Fifty days till Guns N' Roses hit Europe...till Slane Castle and one of the world's premier rock venues

In a little over 50 days from now the most dangerous band in the world, the Sunset Strip swaggering, global conquering, generation defining, Guns N' fuckin' Roses will plug in their amps and unleash an expected three hour set of rock n' roll royalty on a sell-out crowd at Ireland's Slane Castle.

I, your humble writer, will be there. As front and centre as I can squeeze myself to witness first hand who are for the greatest rock band in history. A three-union I never dared to allow myself to dream about.

Guns N' Roses have played in Ireland before, and famously at Slane Castle itself, and the show in 1992 helped shape the musical soul of an entire generation and left deeply engrained rock horns on the musical hearts and souls of so many.

Slane Castle sits proudly as one of the premier sites for rock music in the UK and Ireland, and arguably across the world. The rock star's playground has hosted Guns N' Roses at their rowdiest, Oasis, Red Hot Chili Peppers, U2, Foo Fighters, Queen and The Rolling Stones. Slane, in all her historic glory is the fist-pumping, head-banging jewel in the Irish rock crown.

Attending a rock show of this magnitude has almost no equal for a lover of live music. A show such as this traditionally brings out the best in rock fans and on May 27, Slane Castle is bringing us all the best band on the planet for your musical pleasure.

In just 50-odd days I will be alongside 80,000+ like minded rock revellers on the sacred turf for the latest thrilling chapter in Slane's epic journey.
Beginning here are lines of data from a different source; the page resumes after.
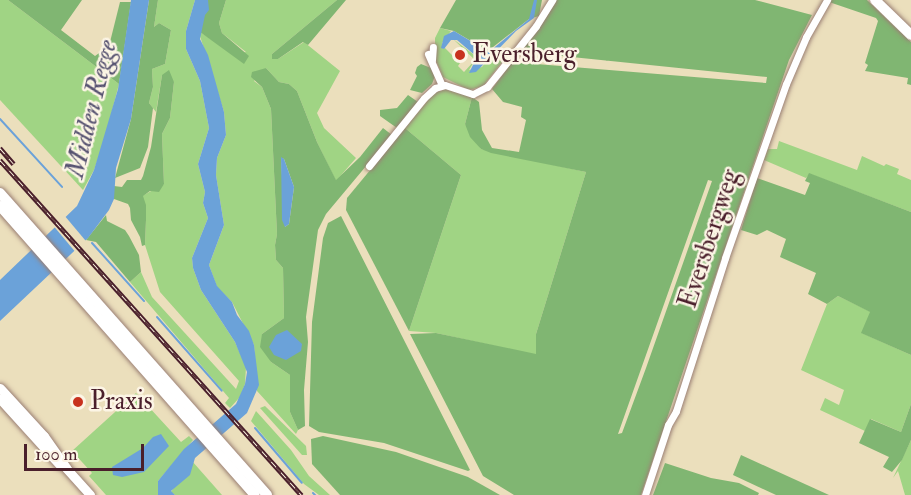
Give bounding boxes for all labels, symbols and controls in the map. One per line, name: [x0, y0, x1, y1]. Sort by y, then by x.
water label: Midden Regge: [58, 37, 124, 181]
place label: Eversberg: [472, 39, 577, 71]
marker: Eversberg: [453, 48, 467, 62]
street label: Eversbergweg: [673, 166, 747, 312]
place label: Praxis: [90, 386, 153, 418]
marker: Praxis: [71, 395, 85, 409]
scale bar: [27, 432, 147, 470]
text: 100 m: [35, 443, 78, 466]

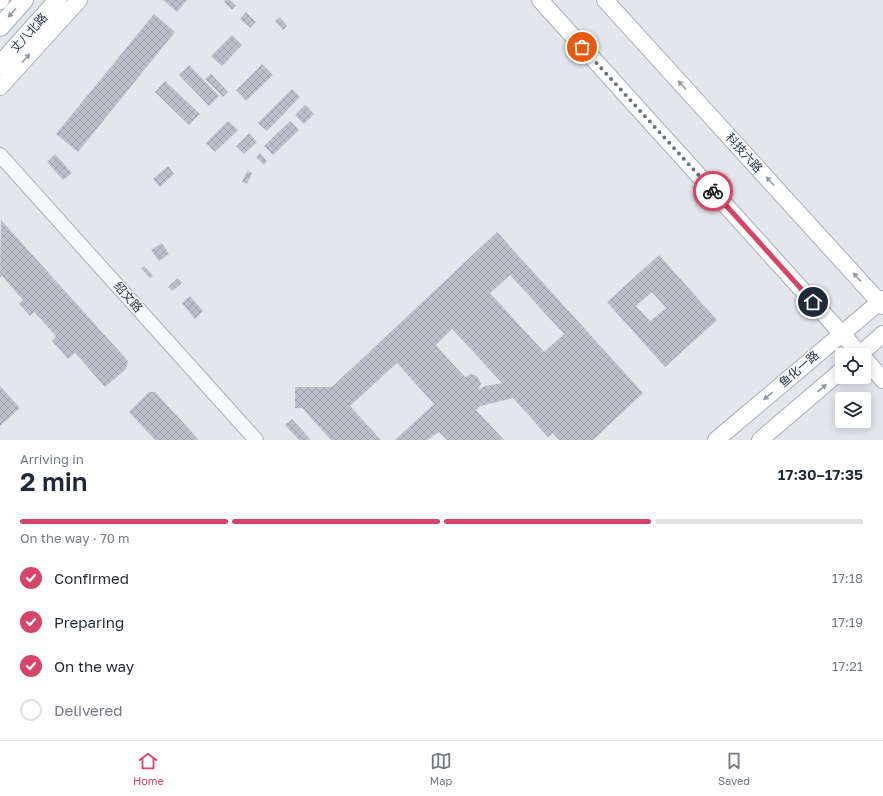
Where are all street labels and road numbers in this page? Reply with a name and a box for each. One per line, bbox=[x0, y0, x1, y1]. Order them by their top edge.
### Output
street label: 丈八北路 bbox=[7, 10, 50, 56]
street label: 科技六路 bbox=[723, 130, 766, 176]
street label: 绍文路 bbox=[111, 278, 146, 315]
street label: 鱼化一路 bbox=[776, 347, 822, 390]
I can already see the scene as the sun sets and the sky moves from deep sea blue to purple in the County Meath sky while Axl Rose prowls the stage for their first show on European soil on their all-encompassing global trot.

If history is anything to go by then Guns will continue for anything up to three hours and they will still be playing long into the fading light to an ocean of happy, grinning rock fans – scattered throughout the vast expanses of Slane Castle.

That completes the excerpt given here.